Diario Vasco

París, 7 dic (EFE).- El presidente francés, Emmanuel Macron, abrirá mañana con un discurso la reunión del llamado "grupo internacional de apoyo al Líbano" en la que participarán, entre otros, el primer ministro libanés, Saad Hariri, así como el secretario de Estado estadounidense, Rex Tillerson.

El Ministerio francés de Exteriores indicó hoy, por boca de su portavoz adjunto, que el objetivo es que "la comunidad internacional reafirme su apoyo al Líbano, a su soberanía, a su estabilidad y a su seguridad".

El encuentro estará copresidido por el jefe de la diplomacia francesa, Jean-Yves Le Drian, y por la vicesecretaria general de la ONU, Amina Mohammed.

Estarán representados Alemania, China, Estados Unidos, Italia, Reino Unido, Rusia, la Unión Europea, la Liga Árabe, el Alto Comisariado de la ONU para los Refugiados (ACNUR), el Programa de Naciones Unidas para el Desarrollo (PNUD), el Banco Mundial y la oficina del coordinador especial de la ONU para el Líbano.

Al final de la reunión, hacia las 12.15 locales (11.15 GMT) está programada una conferencia de prensa conjunta de Hariri, Le Drian y Mohammed.

La celebración de esta conferencia se hizo pública el pasado martes, horas después de que el primer ministro libanés en Beirut diera marcha atrás a su dimisión, que había anunciado el 4 de noviembre desde Arabia Saudí, y que abrió un capítulo rocambolesco de la crisis política que vive su país.

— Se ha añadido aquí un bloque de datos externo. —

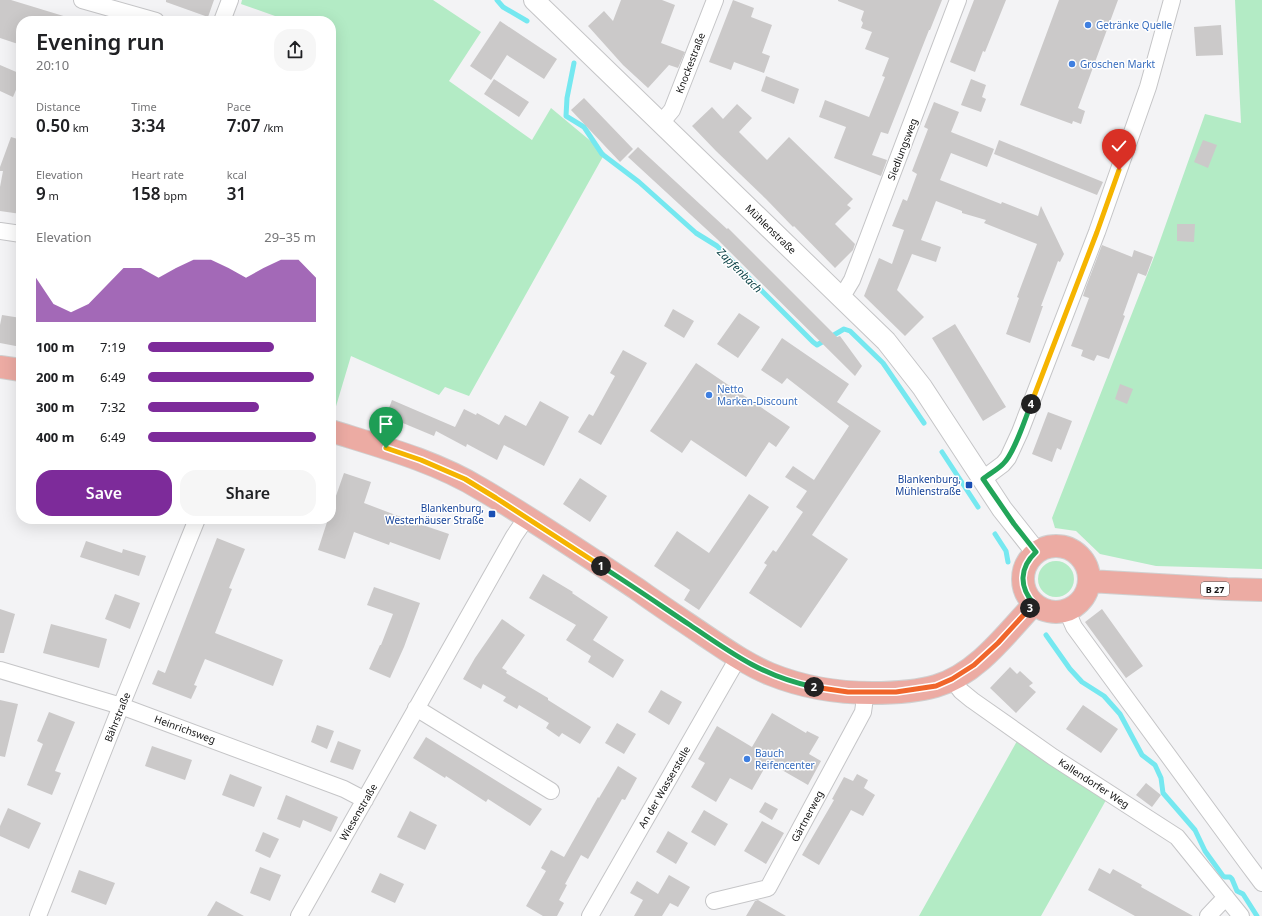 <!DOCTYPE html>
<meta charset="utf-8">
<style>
:root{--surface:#fff;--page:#f6f6f6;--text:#202124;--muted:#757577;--accent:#7d2b9a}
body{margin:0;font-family:"Noto Sans",sans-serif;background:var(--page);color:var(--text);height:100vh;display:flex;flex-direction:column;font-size:15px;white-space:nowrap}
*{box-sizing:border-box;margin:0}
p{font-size:13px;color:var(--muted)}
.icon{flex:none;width:22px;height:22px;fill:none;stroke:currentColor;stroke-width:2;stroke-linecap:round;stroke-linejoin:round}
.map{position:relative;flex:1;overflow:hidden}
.sheet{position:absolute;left:16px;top:16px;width:320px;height:508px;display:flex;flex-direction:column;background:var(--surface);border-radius:16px;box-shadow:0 4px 16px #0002}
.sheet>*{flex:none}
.pin{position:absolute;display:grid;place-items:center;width:34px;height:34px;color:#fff;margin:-41px -17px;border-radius:50% 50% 50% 0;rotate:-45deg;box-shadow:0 0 4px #0007}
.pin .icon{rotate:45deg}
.km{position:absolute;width:20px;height:20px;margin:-10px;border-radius:50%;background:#222;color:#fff;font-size:11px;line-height:20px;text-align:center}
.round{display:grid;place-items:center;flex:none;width:42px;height:42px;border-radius:16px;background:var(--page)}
.headline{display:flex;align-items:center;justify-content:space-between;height:68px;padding:0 20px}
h1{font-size:22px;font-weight:600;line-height:30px}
.stats{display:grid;grid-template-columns:repeat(3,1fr);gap:6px;height:68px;padding:4px 20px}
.stats div{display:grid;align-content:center}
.stats b{font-size:17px;font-weight:600}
.stats small{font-size:11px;font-weight:400}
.stats p{font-size:11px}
.chart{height:112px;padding:8px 20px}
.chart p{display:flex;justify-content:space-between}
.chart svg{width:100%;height:72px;margin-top:4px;fill:var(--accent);opacity:.7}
.button{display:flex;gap:8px;margin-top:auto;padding:8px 20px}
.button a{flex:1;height:46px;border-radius:16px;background:var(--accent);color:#fff;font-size:16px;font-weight:600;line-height:46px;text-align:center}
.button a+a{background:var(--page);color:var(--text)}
ul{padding:0 20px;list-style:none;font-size:13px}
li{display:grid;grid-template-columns:64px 48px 1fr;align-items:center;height:30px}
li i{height:10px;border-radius:5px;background:var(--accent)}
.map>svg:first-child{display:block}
.green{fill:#b3ebc5}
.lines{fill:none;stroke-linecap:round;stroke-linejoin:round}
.stream{stroke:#75e8f0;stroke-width:5}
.building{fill:#cbc9c9}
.minor-casing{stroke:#c5c5c7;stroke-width:18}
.tertiary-casing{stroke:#c5c5c7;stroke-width:22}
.primary-casing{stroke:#d0d0d0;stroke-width:24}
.minor{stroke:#fff;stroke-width:16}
.tertiary{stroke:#fff;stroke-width:20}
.primary{stroke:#ecaba3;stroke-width:22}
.split-1-casing{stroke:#fff;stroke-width:8}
.split-2-casing{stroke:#fff;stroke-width:8}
.split-3-casing{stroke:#fff;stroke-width:8}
.split-4-casing{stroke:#fff;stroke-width:8}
.split-5-casing{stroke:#fff;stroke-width:8}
.split-1{stroke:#f5b400;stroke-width:5}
.split-2{stroke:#22a559;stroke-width:5}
.split-3{stroke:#f0652b;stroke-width:5}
.split-4{stroke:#22a559;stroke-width:5}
.split-5{stroke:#f5b400;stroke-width:5}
.shop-dot{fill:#3f7fe0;stroke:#fff;stroke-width:1.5}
.transit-dot{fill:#1a4fb4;stroke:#fff;stroke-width:1.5}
.labels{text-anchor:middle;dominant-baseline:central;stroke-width:3;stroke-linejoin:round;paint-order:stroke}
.shield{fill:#fff;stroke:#595959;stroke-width:1}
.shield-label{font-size:9px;font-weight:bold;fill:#121212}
.shop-label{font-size:10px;fill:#366cbe;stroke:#fff;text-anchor:start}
.street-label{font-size:10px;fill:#121212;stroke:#fff}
.transit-label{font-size:10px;fill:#164399;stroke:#fff;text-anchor:end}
.water-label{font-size:11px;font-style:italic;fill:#053e42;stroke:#fff}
</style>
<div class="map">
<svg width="1262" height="916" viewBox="0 0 1262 916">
<rect width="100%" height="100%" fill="#f3f3f5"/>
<path class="green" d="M242,0H433L481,32L449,81L532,140L551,108L605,153L469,396L445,387L439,395L351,356L334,413L331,412V21H289L241,4Z
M1235,0H1262V569L1156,566L1100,554L1076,531L1055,528L1052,518L1156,252L1205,114L1241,123Z
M1038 579a18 18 0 1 1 36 0a18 18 0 1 1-36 0Z
M1021,734L1110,793L1041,916H919Z"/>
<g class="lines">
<path class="stream" d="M497,0L503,7L527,21
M574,63L567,98L566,116L584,127L602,154L639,182L696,233L717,246L813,342L817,345L844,329L850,331L883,363L924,423
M942,452L978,507
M995,534L1006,551L1008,562
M1046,635L1070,669L1082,682L1104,696L1120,714L1142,755L1155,765L1161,778L1163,793L1195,830L1205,851L1223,876L1225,877H1230L1232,879L1237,891L1243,894L1257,916"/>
</g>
<path class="building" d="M0,0H11L70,18L69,21H21V45L0,38Z
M166,0H214L208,17L166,2Z
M621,0H662L675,5L661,43L685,52L678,68L669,65L648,88L623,65L588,26L604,11L613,21Z
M733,0L754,8L751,17L772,25L762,53L770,56L764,73L734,62L731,70L709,62Z
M838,0H942L930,30H929L888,134L881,132L872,155L887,160L881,176L834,158L846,127L819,117L825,100L869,117L885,77L882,76L889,58L865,49L872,32L861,28L863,23L861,20L864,11L838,1Z
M974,0H1006L985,52L983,51L975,72L950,62Z
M1059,0H1118L1078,108L1085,111L1081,124L1073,121L1072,124L1020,105Z
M500,21L557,59L544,79L507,55L491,80L470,66Z
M1221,25L1223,55L1196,56L1194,27Z
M0,65L21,74V78L13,97L0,91Z
M766,76L799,89L794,104L761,91Z
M494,79L529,102L519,117L484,94Z
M971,79L986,85L982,97L986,99L981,112L961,105Z
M584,98L633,149L620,162L571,110Z
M934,102L959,112L951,132L994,149L987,167L951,153L940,180L1001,204L1002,202L1038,216L1041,206L1064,254L1060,262L1058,261L1041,306H1043L1030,343L1006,334L1019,298L1017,297L1037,244L984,223L986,220L962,213V211L936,201L921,240L941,247L936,262L912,254L897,290L924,317L905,336L864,296L879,258L892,264L904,230L892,226L903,199L907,201L917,174L912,171L928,129L924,127Z
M737,104L752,118L739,132L767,160L789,137L853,199L847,205L851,208L835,224L855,244L853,250L835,268L794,226L793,227L766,199L716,151L692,126L712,107L723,119Z
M11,137L21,140V214L0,211V187L3,171H0V167Z
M999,140L1103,182L1097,195L994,154Z
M1203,140L1217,145L1208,168L1194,162Z
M638,147L727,229L728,228L837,337L840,336L862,366L855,376L717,239L628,157Z
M1177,224H1195L1194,242L1177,241Z
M1102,245L1132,257L1134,250L1153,257L1146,276L1138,273L1123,315L1125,316L1109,359L1097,355L1094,361L1081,356L1083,350L1071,346L1089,298L1083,296L1086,287Z
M673,309L694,321L684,338L664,326Z
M739,313L760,327L738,358L717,344Z
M2,315L21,318V347L0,343V325Z
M955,324L1006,407L983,421L932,338Z
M782,338L849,384L837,402L881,431L812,535L848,559L801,628L749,593L767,565L764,563L773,550L776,552L803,512L796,507L807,491L785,477L793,466L814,480L849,426L787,378L782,384L761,370Z
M623,350L647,363L601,445L578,432L589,414L593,416L615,376L610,373Z
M696,363L790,427L776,447L769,442L746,477L691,440L682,453L650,431Z
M1120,384L1133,389L1127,404L1115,399Z
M392,400L455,427L464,409L476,415L477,413L499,425L505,415L526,426L540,401L569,417L544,466L504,445L497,460L467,444L466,447L436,431L434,436L386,416Z
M1048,412L1072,421L1061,450L1057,448L1052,462L1032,454Z
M344,473L371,482L364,503L414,522L449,534L440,560L390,542L389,545L354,532L345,559L318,550L328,519H331V510Z
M580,478L607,496L590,522L563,504Z
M749,494L769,507L699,610L684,600L690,590L654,566L677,531L709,553Z
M217,538L245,549L229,588L232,589L215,633L283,660L273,686L205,659L194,685L197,686L191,699L152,684L158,670L165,673Z
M86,541L122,553L123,549L146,556L139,576L80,557Z
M543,574L573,592L572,593L608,617L593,640L624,660L613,678L588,662L591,656L566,640L576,625L529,598Z
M374,587L420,603L404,647L390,678L369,669L380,645H381L393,614L367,605Z
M115,594L140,603L130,629L105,619Z
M0,609L15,614L4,653H0Z
M1102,609L1143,666L1126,678L1085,622Z
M502,619L525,635L502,668L507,671L506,673L548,698V700L591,727L580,744L562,733L559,737L546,728L549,723L519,705L517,709L503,701L506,697L483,684L481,689L463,679L475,658Z
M51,624L107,639L99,668L43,653Z
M1010,667L1017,674L1020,671L1033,683L1029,686L1036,692L1016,713L990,688Z
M661,690L682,702L669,725L648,712Z
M0,700L18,704L5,757L0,756Z
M1083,705L1118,729L1101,753L1066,729Z
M49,712L75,722L55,771L61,773L52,795L27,785L43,744L37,741Z
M772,713L806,733L807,731L819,737L809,754L821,761L808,785L768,762L752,790L730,778L716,802L691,787L705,763L698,759L717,726L752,747Z
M617,723L636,734L624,754L605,743Z
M317,725L334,731L327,749L311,742Z
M426,737L542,809L530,826L488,799L486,802L446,776L445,778L413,758Z
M338,741L361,750L353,770L330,762Z
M152,746L192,760L185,780L145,766Z
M618,766L637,778L625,800L622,799L588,859L581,855L565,884L567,885L559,900L564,903L557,916H543L526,906L546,871L541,868L551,850L564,857L598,797L599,798Z
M230,774L262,787L254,807L222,795Z
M857,774L868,780L864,788L875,795L863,816L851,810L819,865L802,855L834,800L832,799L844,777L853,781Z
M1146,783L1161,795L1152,807L1136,795Z
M286,795L338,817L331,832L303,820L300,828L277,819Z
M765,802L778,809L772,820L759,812Z
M8,808L41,823L29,849L0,836V826Z
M704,810L728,824L715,846L691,832Z
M410,811L437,825L425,850L397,837Z
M762,821L784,833L766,864L744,851Z
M668,831L688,843L676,864L656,852Z
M263,832L279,839L270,858L255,851Z
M260,867L281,875L270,901L250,893Z
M1099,868L1110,874L1113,869L1142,885L1141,887L1193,916H1135L1088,890Z
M79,870L115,883L106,905L71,892Z
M380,873L404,884L395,903L371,892Z
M669,875L690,887L678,907L670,903L662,916H634L643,900L630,893L637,881L658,894Z
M758,900L786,916H746L755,901Z
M216,901L244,916H207Z"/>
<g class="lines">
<g class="minor-casing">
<path id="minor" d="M82,0L156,21
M222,21L230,0
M661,123L672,110L715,0
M0,231L21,234
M840,296L846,290L852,280L958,0
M983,479L1003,464L1008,458L1020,432L1097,232L1148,87L1172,0
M1067,611L1074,627L1247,863L1262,883
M0,670L121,706L344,789L365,800
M952,679L961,691L972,700L1053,757L1177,837L1241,916
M416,708L551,791
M714,901L768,888L863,712L864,705V693
M38,916L121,706L197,519
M299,916L514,536L527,517
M590,916L738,658
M1208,916L1226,897"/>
</g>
<g class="tertiary-casing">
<path id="tertiary" d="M534,0L886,341L922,387L1002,509L1036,552"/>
</g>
<g class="primary-casing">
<path id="primary" d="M0,367L21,370
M331,431C382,447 435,461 481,489C534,520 586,555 637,589C659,605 682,620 704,635C725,649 746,664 770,674C802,687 837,693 872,693C893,693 916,692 936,686C977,674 1006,634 1034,604
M1023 579a33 33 0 1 1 66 0a33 33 0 1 1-66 0Z
M1089,581L1227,589L1262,590"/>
</g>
<use href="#minor" class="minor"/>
<use href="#tertiary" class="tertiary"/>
<use href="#primary" class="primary"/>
</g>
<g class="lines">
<g class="split-1-casing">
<path id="split-1" d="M386,448L421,460L465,479L496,498L601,566"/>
</g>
<g class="split-2-casing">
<path id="split-2" d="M601,566C631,585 660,605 690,625C731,653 764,677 814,687"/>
</g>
<g class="split-3-casing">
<path id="split-3" d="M814,687L848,692H896L936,686L952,679L974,665L998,643L1030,608"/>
</g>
<g class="split-4-casing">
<path id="split-4" d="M1030,608L1034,604C1019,587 1019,568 1036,552L1014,524L983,479C989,474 997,470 1003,464C1014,454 1025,419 1031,404"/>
</g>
<g class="split-5-casing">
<path id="split-5" d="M1031,404L1097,232L1119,170"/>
</g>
<use href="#split-1" class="split-1"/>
<use href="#split-2" class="split-2"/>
<use href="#split-3" class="split-3"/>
<use href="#split-4" class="split-4"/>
<use href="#split-5" class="split-5"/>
</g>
<g class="shop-dot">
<circle cx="1088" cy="25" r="4"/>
<circle cx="1072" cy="64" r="4"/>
<circle cx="709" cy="395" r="4"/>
<circle cx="747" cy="759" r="4"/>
</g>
<g class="transit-dot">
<rect x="965" y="481" width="8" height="8" rx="2"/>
<rect x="488" y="510" width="8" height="8" rx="2"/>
</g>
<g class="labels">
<rect class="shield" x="1201" y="582" width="28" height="14" rx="3"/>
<g class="shield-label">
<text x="1215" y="589">B 27</text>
</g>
<g class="shop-label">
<text x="1096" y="25">Getränke Quelle</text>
<text x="1080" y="64">Groschen Markt</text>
<text x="717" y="389">Netto<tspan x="717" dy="12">Marken-Discount</tspan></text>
<text x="755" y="753">Bauch<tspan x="755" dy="12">Reifencenter</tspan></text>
</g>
<g class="street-label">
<text transform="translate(690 63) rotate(-69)">Knockestraße</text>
<text transform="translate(902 149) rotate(-69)">Siedlungsweg</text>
<text transform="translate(771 229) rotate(44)">Mühlenstraße</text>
<text transform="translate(117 717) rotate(-68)">Bährstraße</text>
<text transform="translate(185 729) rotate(20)">Heinrichsweg</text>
<text transform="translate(1094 783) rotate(33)">Kallendorfer Weg</text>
<text transform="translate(664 787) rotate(-60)">An der Wasserstelle</text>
<text transform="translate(358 812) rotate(-60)">Wiesenstraße</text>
<text transform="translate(807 816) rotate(-62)">Gärtnerweg</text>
</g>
<g class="transit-label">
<text x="961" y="479">Blankenburg,<tspan x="961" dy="12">Mühlenstraße</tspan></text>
<text x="484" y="508">Blankenburg,<tspan x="484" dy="12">Westerhäuser Straße</tspan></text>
</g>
<g class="water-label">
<text transform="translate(740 270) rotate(45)">Zapfenbach</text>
</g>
</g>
</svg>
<div class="pin" style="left:386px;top:448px;background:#1e9e55"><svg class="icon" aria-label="arrive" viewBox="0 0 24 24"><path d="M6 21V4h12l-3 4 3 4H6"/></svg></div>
<div class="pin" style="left:1119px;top:170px;background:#d93025"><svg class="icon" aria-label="check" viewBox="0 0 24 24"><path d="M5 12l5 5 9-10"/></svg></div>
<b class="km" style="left:601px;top:566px">1</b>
<b class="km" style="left:814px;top:687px">2</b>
<b class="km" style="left:1030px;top:608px">3</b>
<b class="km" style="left:1031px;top:404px">4</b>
<section class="sheet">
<div class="headline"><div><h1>Evening run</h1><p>20:10</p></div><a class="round"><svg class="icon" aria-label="share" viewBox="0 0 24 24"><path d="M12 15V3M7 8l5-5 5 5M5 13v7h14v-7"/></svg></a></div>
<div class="stats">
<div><p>Distance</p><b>0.50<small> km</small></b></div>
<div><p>Time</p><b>3:34</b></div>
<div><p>Pace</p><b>7:07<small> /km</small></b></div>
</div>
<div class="stats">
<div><p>Elevation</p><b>9<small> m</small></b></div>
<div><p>Heart rate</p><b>158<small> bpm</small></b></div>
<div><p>kcal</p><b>31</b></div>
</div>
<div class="chart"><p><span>Elevation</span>29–35 m</p>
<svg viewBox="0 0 160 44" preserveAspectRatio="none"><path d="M0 44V17L10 33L20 38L30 33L40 22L50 11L60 11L70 17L80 11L90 6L100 6L110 11L120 17L130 11L140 6L150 6L160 17V44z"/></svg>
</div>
<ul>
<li><b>100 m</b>7:19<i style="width:75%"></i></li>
<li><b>200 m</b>6:49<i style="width:99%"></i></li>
<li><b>300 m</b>7:32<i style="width:66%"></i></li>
<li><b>400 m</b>6:49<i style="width:100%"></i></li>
</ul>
<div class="button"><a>Save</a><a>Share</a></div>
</section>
</div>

El Elíseo, sede de la Presidencia francesa, indicó que la convocatoria organizada mañana en París pretende favorecer la estabilidad, la seguridad y la soberanía del Líbano, y eso asociando las autoridades del país y con la comunidad internacional.

La crisis abierta por la dimisión de Hariri desde Arabia Saudí encontró una vía de salida cuando Macron invitó al primer ministro libanés a acudir a París el 18 de noviembre.

El paso por la capital francesa facilitó su regreso unos días después a Beirut, donde aceptó dejar en suspenso su dimisión para dialogar y buscar una solución.

Hariri ha defendido esa renuncia simbólica como un gesto contra la "injerencia" de Irán en la política libanesa y aseveró que buscó además crear un "choque positivo" en su país, considerado clave para la estabilidad de la región al albergar cerca 1,5 millones de refugiados sirios.